“That’s his fucking shit-bag apartment”: the Al Pacino movie shot inside Donald Trump’s house
No movie has ever been allowed to film inside of Donald Trump’s current residence, because it’s the White House, but long before he set his sights on political office, he opened his doors to Hollywood.
No stranger to Tinseltown, having popped up everywhere from The Jeffersons and Two Weeks Notice to The Fresh Prince of Bel-Air and The Little Rascals, the former reality TV host granted permission to many productions to set up shop in premises he owned.
Home Alone 2 is the most famous example, but what’s lesser-known is that when a crew was looking for the perfect apartment to house a wealthy degenerate and real estate magnate accused of murdering their wife, stepson, and maid, they found the perfect backdrop in New York City’s Trump Tower.
Not just any apartment, though, but Trump’s actual residence in the Fifth Avenue building. Al Pacino may have devoured every inch of the scenery in Taylor Hackford’s The Devil’s Advocate, but for screenwriter Tony Gilroy, his most memorable experience was how oblivious the WWE Hall of Famer was to the suitability of his home to double for a killer’s lair.
“Oh, my god. The Trump shit. Fuck man, it’s his apartment,” Gilroy explained. “The killer real-estate molester? We shot in his apartment. We needed the ugliest, most garish, horrifying real-estate developer apartment we could possibly find, and Trump threw his apartment at us. We didn’t have to do anything.”
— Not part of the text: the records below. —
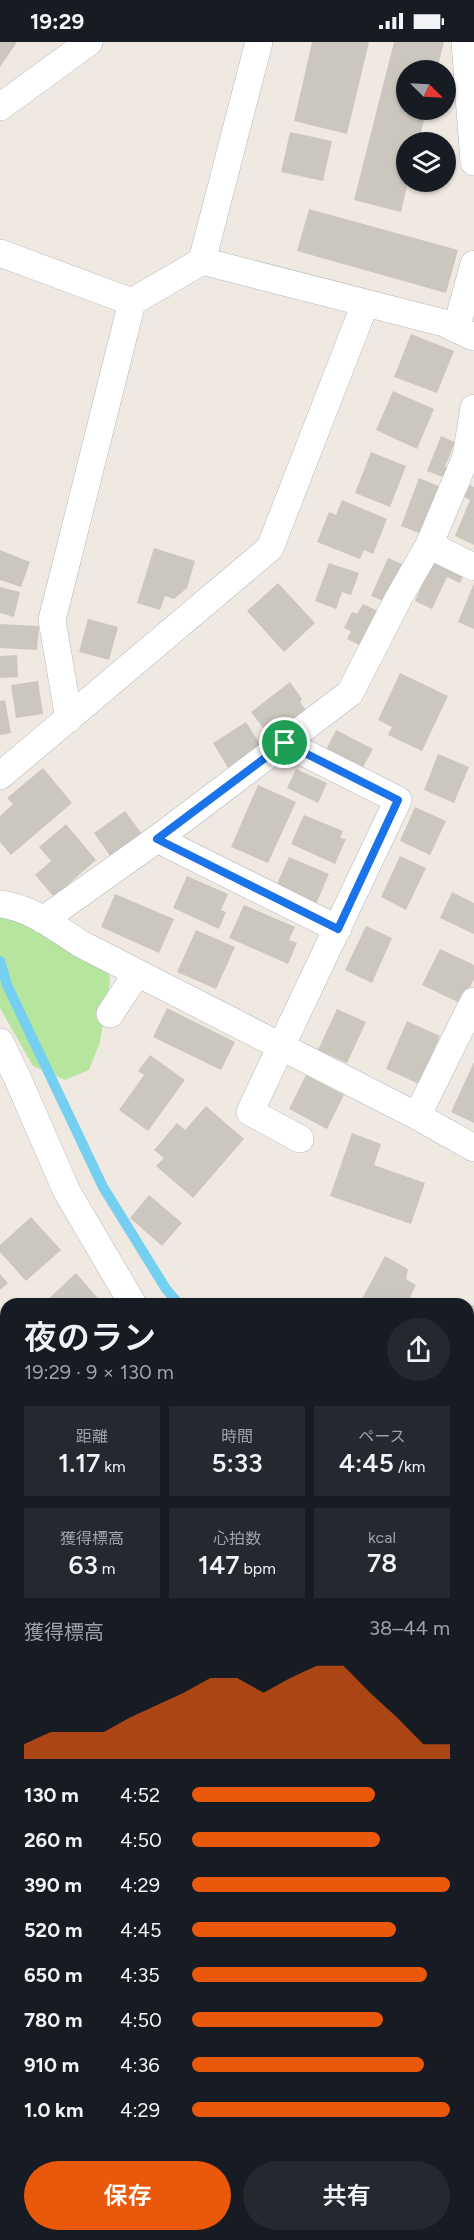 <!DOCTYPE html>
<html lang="ja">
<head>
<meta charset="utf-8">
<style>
  :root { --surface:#171b24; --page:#242831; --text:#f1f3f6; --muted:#9ea1a6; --accent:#ea580c }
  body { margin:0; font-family:Figtree,"Noto Sans JP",sans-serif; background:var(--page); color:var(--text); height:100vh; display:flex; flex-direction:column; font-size:22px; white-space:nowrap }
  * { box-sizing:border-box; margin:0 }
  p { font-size:20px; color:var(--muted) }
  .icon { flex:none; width:33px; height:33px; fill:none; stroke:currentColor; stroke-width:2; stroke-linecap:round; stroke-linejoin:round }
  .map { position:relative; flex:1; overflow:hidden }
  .details { position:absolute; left:0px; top:1256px; width:474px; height:944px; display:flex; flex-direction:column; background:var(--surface); border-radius:18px 18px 0 0; box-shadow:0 2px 4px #0004 }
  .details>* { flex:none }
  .needle { width:39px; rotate:114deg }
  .controls { position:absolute; left:396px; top:18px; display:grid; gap:12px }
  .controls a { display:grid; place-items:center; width:60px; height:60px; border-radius:50%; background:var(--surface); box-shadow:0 2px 4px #0004; font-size:30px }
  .pin { position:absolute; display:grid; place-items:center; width:51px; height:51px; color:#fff; margin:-26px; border:3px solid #fff; border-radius:50%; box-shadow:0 2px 6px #0007 }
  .round { display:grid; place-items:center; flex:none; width:63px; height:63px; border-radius:32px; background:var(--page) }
  .headline { display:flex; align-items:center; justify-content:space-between; height:102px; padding:0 24px }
  h1 { font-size:33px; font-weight:600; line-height:45px }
  .stats { display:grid; grid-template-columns:repeat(3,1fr); gap:9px; height:102px; padding:6px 24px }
  .stats div { display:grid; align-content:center; border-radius:0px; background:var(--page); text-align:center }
  .stats b { font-size:26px; font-weight:600 }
  .stats small { font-size:16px; font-weight:400 }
  .stats p { font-size:16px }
  .chart { height:168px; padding:12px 24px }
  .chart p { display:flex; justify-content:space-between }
  .chart svg { width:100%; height:108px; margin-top:6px; fill:var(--accent); opacity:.7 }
  .primary-button { display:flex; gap:12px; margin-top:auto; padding:12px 24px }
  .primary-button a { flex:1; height:69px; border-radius:36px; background:var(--accent); color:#fff; font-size:24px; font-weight:600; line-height:69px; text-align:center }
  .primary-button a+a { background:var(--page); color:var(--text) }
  ul { padding:0 24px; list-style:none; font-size:20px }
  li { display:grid; grid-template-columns:96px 72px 1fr; align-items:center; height:45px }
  li i { height:15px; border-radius:8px; background:var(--accent) }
  .status { display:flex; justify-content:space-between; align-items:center; height:42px; padding:0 30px; background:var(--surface); direction:ltr }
  .status svg { height:16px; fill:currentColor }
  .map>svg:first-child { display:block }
  .green { fill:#b6e59e }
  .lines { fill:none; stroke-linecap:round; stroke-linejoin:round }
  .stream { stroke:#75cff0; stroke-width:10 }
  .building { fill:#cbc7bf }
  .street-casing { stroke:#b4b7c1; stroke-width:28 }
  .street { stroke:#fff; stroke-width:27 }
  .route-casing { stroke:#fff; stroke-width:12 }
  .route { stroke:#1a73e8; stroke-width:8 }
</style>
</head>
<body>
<div class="status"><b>19:29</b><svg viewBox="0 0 49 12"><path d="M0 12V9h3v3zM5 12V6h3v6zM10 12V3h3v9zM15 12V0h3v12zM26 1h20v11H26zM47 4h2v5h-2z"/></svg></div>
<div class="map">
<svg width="474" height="2198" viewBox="0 0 474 2198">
  <rect width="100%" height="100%" fill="#efe9e1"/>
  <path class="green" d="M 0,866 L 107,925 L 110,938 L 100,1000 L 89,1028 L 65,1038 L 33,1024 L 0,966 Z"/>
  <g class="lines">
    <path class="stream" d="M 0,919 L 7,943 L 103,1145 L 166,1247 L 179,1262
      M 0,1471 L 6,1478
      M 468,1501 L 474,1502
      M 468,1629 L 474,1626"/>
  </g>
  <path class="building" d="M 0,0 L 17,0 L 0,25 Z
    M 312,0 L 369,0 L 347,92 L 294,79 Z
    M 394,0 L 444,0 L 437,28 L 406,28 L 406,68 L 427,68 L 418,100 L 406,100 L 406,140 L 408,140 L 401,170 L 354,158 Z
    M 290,90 L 332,99 L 323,139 L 281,130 Z
    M 309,167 L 458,208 L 446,251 L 297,209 Z
    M 411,292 L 454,309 L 437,351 L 394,335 Z
    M 393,349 L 434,367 L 417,407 L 376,388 Z
    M 441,394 L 455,400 L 445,425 L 451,428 L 448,437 L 427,429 Z
    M 371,410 L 406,424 L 390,465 L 355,451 Z
    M 419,436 L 443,446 L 424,493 L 401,484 Z
    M 470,443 L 474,445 L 474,503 L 455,494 L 470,458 L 464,455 Z
    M 342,458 L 387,477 L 373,512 L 364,508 L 360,517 L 317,500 L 329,470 L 336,473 Z
    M 154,506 L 195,519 L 187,546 L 174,557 L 165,554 L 160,568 L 137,561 Z
    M 0,508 L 30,520 L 21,545 L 0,538 Z
    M 435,513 L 466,528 L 460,541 L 447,535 L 432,567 L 415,559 Z
    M 388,516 L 407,524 L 390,562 L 371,554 Z
    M 329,521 L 359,531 L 351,553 L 342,550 L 336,567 L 315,559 Z
    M 278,541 L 315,581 L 284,610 L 247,569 Z
    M 474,541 L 474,587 L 458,580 Z
    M 0,545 L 20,550 L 14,575 L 0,571 Z
    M 363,562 L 380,570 L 363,605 L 347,597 L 351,589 L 344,586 L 352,570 L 357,572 Z
    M 88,577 L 118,585 L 109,618 L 79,610 Z
    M 0,582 L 39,584 L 37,608 L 0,606 Z
    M 17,613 L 18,635 L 0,636 L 0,614 Z
    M 400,631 L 448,654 L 422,709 L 388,693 L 392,685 L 378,678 Z
    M 38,639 L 43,672 L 16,676 L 11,643 Z
    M 290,640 L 302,657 L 300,660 L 307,670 L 271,696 L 251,670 Z
    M 5,658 L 11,691 L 0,693 L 0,659 Z
    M 246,680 L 261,704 L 228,726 L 213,701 Z
    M 336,688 L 373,707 L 362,727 L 326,708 Z
    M 438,712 L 469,725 L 454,761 L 424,748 Z
    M 43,726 L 72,761 L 11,813 L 0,800 L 0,774 L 13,762 L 7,756 Z
    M 296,727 L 327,741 L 318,761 L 287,746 Z
    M 258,743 L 296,760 L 268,821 L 231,805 Z
    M 415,765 L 446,779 L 430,813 L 400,799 Z
    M 125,769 L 142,792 L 111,815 L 94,791 Z
    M 304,773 L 343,789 L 340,796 L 346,797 L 335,822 L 291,802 Z
    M 66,782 L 96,818 L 54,855 L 35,833 L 51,819 L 39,805 Z
    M 400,814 L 426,826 L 406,868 L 381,855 Z
    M 289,815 L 329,832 L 316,862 L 276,844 Z
    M 187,834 L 228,852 L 221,868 L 226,870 L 219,887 L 173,866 Z
    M 452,850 L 474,861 L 474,892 L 440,876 Z
    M 115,852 L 174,877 L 159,911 L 101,885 Z
    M 244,863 L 295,885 L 289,898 L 297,901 L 288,922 L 229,896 Z
    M 366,884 L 392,896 L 372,941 L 345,928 Z
    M 196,888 L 235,905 L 216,947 L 177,930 Z
    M 440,907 L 474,923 L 474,937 L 462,962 L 422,943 Z
    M 167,966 L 235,1000 L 221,1028 L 153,995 Z
    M 337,967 L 366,980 L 347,1021 L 318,1008 Z
    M 407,979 L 440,994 L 419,1042 L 386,1027 Z
    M 150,1013 L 185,1038 L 148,1089 L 119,1068 L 144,1033 L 138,1029 Z
    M 474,1020 L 474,1081 L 451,1070 Z
    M 306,1033 L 344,1053 L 327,1087 L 289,1067 Z
    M 206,1064 L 244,1097 L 193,1156 L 156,1124 L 164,1116 L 154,1108 L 177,1081 L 185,1088 Z
    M 352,1091 L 381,1102 L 374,1123 L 425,1141 L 411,1182 L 330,1154 Z
    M 149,1153 L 182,1181 L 162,1204 L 130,1176 Z
    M 31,1175 L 61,1208 L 26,1239 L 0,1210 L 0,1203 Z
    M 385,1214 L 408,1227 L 406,1237 L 416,1243 L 410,1255 L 415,1257 L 413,1262 L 370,1262 L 362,1257 Z
    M 76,1231 L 103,1262 L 43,1262 Z
    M 0,1232 L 8,1241 L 0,1248 Z
    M 461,1258 L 474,1264 L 474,1320 L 468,1318 L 468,1262 L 459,1262 Z
    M 6,1586 L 6,1614 L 0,1608 L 0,1592 Z
    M 0,1616 L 6,1622 L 6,1645 L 0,1651 Z
    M 6,1739 L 6,1818 L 0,1826 L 0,1747 Z
    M 0,1962 L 6,1965 L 6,1995 L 0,2005 Z"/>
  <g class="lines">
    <g class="street-casing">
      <path id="street" d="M 465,0 L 474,120
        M 0,65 L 89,0
        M 0,211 L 132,260 L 202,219 L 444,281 L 474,295
        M 202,219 L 259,0
        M 456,287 L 474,222
        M 429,503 L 466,415 L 474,366
        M 69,677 L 52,578 L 132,260
        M 285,701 L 398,758 L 250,1070 L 300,1097
        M 0,734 L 270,506 L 365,262
        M 157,797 L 338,887
        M 0,862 C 29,865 56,886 81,902 L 417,1074 L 474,1106
        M 43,878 L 157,797 L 350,651 L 398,557 L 429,503 L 474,525
        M 110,972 L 137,931
        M 0,1000 L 17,1035 L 67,1150 L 133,1262
        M 417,1074 L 474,959
        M 0,1508 L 6,1515
        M 468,1521 L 474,1522
        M 468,1644 L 474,1641
        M 0,1678 L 6,1673
        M 0,1929 L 6,1932
        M 0,2111 L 6,2114
        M 217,2193 L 230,2198"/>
    </g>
    <use href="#street" class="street"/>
  </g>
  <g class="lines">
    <g class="route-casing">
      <path id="route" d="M 285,701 L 398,758 L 338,887 L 157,797 Z"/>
    </g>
    <use href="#route" class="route"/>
  </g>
</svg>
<div class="controls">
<a><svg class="needle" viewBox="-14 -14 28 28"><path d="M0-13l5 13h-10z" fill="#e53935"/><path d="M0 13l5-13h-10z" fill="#9ea1a6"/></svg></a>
<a><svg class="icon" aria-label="layers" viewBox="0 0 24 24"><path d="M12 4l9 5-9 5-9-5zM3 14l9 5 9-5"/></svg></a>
</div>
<div class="pin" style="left:285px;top:701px;background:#1e9e55"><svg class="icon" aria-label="arrive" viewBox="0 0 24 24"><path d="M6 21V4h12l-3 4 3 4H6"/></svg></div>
<section class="details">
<div class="headline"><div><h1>夜のラン</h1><p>19:29 · 9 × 130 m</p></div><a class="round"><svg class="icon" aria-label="share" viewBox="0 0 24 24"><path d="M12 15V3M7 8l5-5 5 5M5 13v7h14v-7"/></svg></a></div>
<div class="stats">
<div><p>距離</p><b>1.17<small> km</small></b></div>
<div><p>時間</p><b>5:33</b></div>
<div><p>ペース</p><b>4:45<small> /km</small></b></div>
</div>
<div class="stats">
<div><p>獲得標高</p><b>63<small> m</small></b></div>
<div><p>心拍数</p><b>147<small> bpm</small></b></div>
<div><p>kcal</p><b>78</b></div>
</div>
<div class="chart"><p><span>獲得標高</span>38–44 m</p>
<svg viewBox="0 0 160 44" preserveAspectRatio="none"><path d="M0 44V38L10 33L20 33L30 33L40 27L50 22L60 17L70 11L80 11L90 17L100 11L110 6L120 6L130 17L140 27L150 38L160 38V44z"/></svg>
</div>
<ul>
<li><b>130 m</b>4:52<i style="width:71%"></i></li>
<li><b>260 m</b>4:50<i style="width:73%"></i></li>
<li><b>390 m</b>4:29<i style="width:100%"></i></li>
<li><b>520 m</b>4:45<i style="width:79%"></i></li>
<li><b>650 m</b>4:35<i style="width:91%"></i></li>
<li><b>780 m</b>4:50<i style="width:74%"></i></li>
<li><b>910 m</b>4:36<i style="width:90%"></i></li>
<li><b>1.0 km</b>4:29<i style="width:100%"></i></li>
</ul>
<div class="primary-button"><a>保存</a><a>共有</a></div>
</section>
</div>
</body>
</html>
The Devil’s Advocate had a specific set of criteria that it wanted to fulfil in order to present Craig T Nelson’s Alexander Cullen as the reprehensible murderer that he was, and it was handed to them on a plate. Or, as Gilroy put it, “That’s his fucking shit-bag apartment with all Versailles gilt and the high-rise windows; it’s just so perfect.”
Echoing similar stories told by Home Alone 2 director Chris Columbus, Trump seemed to be a big fan of hanging around the set on the supernatural legal thriller, too. “He came by the set every day because he was living there,” Gilroy added. “He’d come by the set and poke around. He was a clown.”
Doubling down on his perception of the eventual commander-in-chief, the future Andor creator summed him up as “that grifter, clown, kind of loser outsider, pretend rich guy,” one who also apparently made a habit of timing his set visits to hopefully coincide with some scenes involving the film’s female lead.
“He would come by on the way to the office, peek by, and try to see Charlize,” Gilroy claimed, with Theron playing the wife of Keanu Reeves’ Kevin Lomax. “Everyone was laughing at him, laughing at his apartment.” The Devil’s Advocate sees Pacino hamming it up way past 11, but the production designers found their lives made much easier when the most garish apartment they could ever hope to find was volunteered for use by the guy who lived there, Donald Trump.